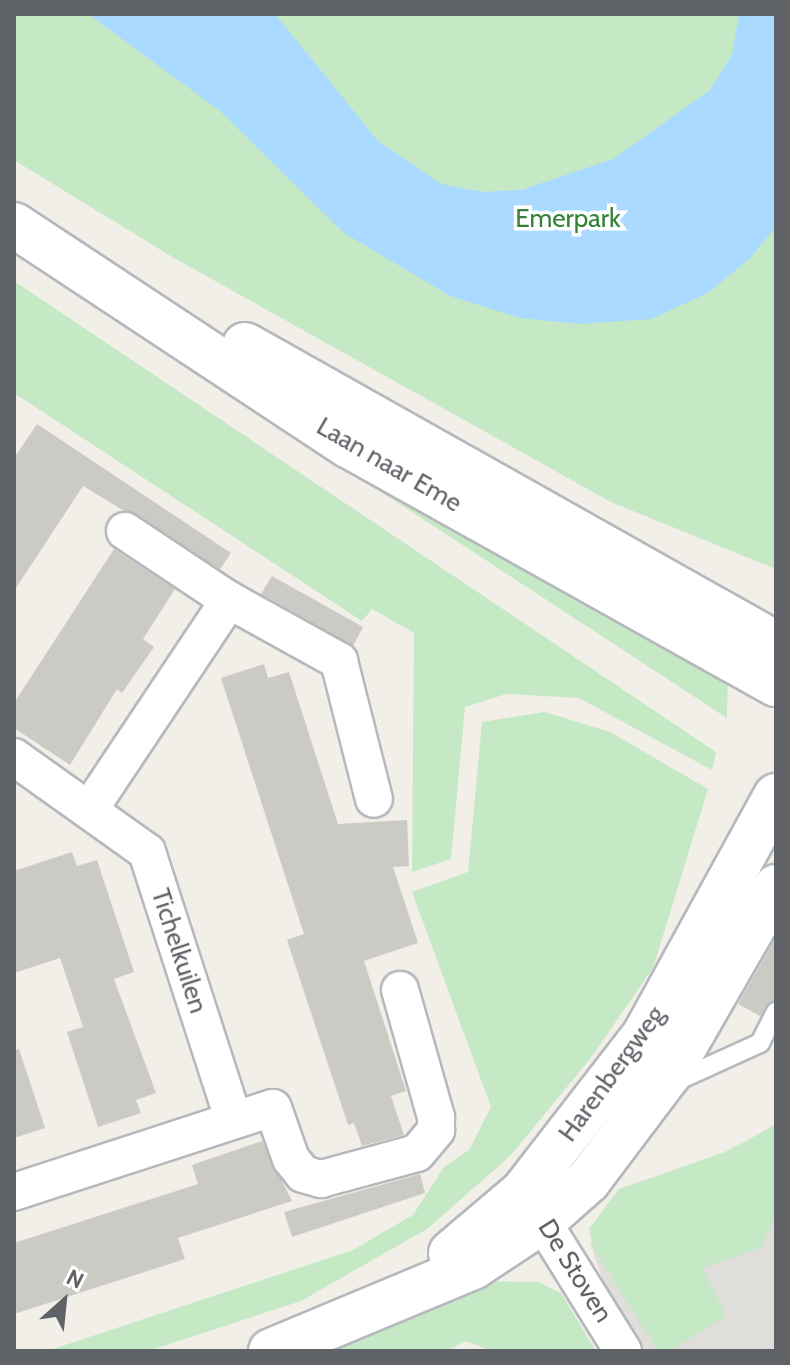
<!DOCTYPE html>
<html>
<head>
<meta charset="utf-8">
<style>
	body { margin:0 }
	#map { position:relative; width:790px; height:1365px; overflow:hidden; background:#f1efe8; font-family:Cabin,sans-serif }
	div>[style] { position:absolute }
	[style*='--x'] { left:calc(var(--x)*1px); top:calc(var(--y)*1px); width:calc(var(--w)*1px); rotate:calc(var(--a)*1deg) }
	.industrial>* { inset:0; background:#e0deda }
	.green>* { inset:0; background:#c5e8c5 }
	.water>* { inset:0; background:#aadaff }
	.building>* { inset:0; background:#cccac5 }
	.roads { filter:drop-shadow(2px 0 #b5b8bc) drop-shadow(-2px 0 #b5b8bc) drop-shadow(0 2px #b5b8bc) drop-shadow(0 -2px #b5b8bc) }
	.lane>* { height:18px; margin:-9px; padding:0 9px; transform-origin:9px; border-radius:9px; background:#fff }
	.street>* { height:36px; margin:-18px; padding:0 18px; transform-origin:18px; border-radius:18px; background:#fff }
	.secondary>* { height:44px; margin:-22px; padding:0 22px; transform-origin:22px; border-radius:22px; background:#fff }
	span { translate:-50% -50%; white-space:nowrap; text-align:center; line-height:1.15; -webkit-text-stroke:7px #fff; paint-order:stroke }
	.park-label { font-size:26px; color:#348238 }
	.street-label { font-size:26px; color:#5f6368 }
	.frame { position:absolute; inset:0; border:16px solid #5f6368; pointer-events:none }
	.north { position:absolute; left:24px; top:1261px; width:80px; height:80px; -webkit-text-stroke:6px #fff; paint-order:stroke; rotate:27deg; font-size:22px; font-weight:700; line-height:32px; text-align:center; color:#5f6368 }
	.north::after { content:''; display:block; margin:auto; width:28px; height:36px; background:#5f6368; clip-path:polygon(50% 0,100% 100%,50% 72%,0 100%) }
</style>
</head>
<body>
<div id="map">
	<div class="industrial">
		<i style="clip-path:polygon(776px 1123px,776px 1351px,626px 1351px,590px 1242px)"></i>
	</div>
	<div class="green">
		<i style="clip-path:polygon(14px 14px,776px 14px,776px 569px,611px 502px,174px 258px,14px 160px)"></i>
		<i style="clip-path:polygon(14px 281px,716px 752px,712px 770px,579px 698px,506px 694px,465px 707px,451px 859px,412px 872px,414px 633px,372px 609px,362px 621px,14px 393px)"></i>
		<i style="clip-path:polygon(310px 446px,728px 672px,727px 718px,478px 555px)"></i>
		<i style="clip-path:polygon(545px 712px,610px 732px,708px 789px,653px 968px,590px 1059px,511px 1155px,427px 1229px,301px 1301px,148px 1351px,47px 1351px,353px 1250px,413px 1215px,444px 1167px,469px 1150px,491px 1107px,412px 892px,468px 872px,482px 722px)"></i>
		<i style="clip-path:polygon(776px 1125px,776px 1215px,760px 1248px,702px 1268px,726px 1316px,669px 1351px,658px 1351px,594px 1249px,589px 1229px,619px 1189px,725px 1152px)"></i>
		<i style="clip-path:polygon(479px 1281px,538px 1282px,561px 1293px,596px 1351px,492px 1351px,466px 1341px,446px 1351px,333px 1351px)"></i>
	</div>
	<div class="water">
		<i style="clip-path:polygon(88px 14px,275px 14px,378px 141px,441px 184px,483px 192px,521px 190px,613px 159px,709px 91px,732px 55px,739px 14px,776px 14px,776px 227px,749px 259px,708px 293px,651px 319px,580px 324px,520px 318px,450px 296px,344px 233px,220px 111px)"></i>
	</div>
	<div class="building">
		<i style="clip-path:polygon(37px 424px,231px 553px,220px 569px,83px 486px,14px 591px,14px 458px)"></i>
		<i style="clip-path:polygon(114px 549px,175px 589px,143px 639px,154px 647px,122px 693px,117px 689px,70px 765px,14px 728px,14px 703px)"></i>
		<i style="clip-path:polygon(272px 576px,363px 627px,353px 646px,261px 594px)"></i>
		<i style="clip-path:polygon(264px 664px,268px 678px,289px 672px,338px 824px,407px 820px,409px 866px,393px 867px,418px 943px,364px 961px,406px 1091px,391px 1096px,404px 1135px,362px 1146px,354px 1123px,348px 1125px,287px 940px,304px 934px,221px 678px)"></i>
		<i style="clip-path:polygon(72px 852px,77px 866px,97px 860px,134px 972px,114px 979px,156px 1093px,136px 1100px,141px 1113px,98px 1127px,67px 1032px,83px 1027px,60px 958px,14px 973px,14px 871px)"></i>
		<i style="clip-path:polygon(776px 937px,776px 1000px,760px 1016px,738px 1004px)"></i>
		<i style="clip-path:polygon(19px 1049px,45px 1128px,14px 1138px,14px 1050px)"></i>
		<i style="clip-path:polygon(262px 1141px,292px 1201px,178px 1238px,185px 1259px,14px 1314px,14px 1243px,198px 1184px,192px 1165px)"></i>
		<i style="clip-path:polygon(420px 1174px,425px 1193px,292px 1237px,284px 1212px)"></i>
	</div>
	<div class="roads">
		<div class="lane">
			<i style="--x:672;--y:1083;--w:97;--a:-24.4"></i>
			<i style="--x:760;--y:1043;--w:35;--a:-63"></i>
		</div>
		<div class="street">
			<i style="--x:125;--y:531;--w:125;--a:33.6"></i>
			<i style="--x:229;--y:600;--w:126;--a:29"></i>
			<i style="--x:339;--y:661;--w:142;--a:75.8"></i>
			<i style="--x:14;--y:757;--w:163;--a:35.5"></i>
			<i style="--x:147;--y:852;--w:280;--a:72.1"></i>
			<i style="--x:91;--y:807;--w:249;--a:-56.3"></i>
			<i style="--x:14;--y:1192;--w:272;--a:-18"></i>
			<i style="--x:273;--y:1108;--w:54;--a:70.6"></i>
			<i style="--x:291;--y:1159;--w:19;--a:51"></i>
			<i style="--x:303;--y:1174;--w:19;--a:16"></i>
			<i style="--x:321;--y:1179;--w:99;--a:-15.2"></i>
			<i style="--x:417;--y:1153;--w:30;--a:-50"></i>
			<i style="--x:436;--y:1130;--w:13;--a:-90"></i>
			<i style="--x:436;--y:1117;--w:132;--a:-105.8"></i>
			<i style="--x:529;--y:1200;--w:178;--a:58.1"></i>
		</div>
		<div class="secondary">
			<i style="--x:14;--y:225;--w:400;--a:33.4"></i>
			<i style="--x:348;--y:445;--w:490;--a:29.2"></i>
			<i style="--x:245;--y:345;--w:609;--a:29.38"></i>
			<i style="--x:451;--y:1253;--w:94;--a:-40.3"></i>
			<i style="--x:523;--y:1192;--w:197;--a:-52.2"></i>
			<i style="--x:644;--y:1036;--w:274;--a:-61.2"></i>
			<i style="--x:271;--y:1351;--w:219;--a:-22.6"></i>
			<i style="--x:473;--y:1267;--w:85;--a:-33.5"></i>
			<i style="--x:544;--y:1220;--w:59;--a:-41.6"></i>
			<i style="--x:588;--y:1181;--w:133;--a:-53"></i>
			<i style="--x:668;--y:1075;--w:217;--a:-60.1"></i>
		</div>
	</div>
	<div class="park-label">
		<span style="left:568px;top:219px">Emerpark</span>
	</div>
	<div class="street-label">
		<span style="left:389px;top:465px;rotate:30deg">Laan naar Eme</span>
		<span style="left:179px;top:951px;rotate:72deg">Tichelkuilen</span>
		<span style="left:612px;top:1074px;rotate:-54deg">Harenbergweg</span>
		<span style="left:575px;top:1271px;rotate:58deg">De Stoven</span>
	</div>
	<div class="frame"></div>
	<div class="north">N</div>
</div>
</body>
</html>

----------------

Your assignment
Every line in the data above that contains the word "lane" should be copied.

Result of the task
	.lane>* { height:18px; margin:-9px; padding:0 9px; transform-origin:9px; border-radius:9px; background:#fff }
		<div class="lane">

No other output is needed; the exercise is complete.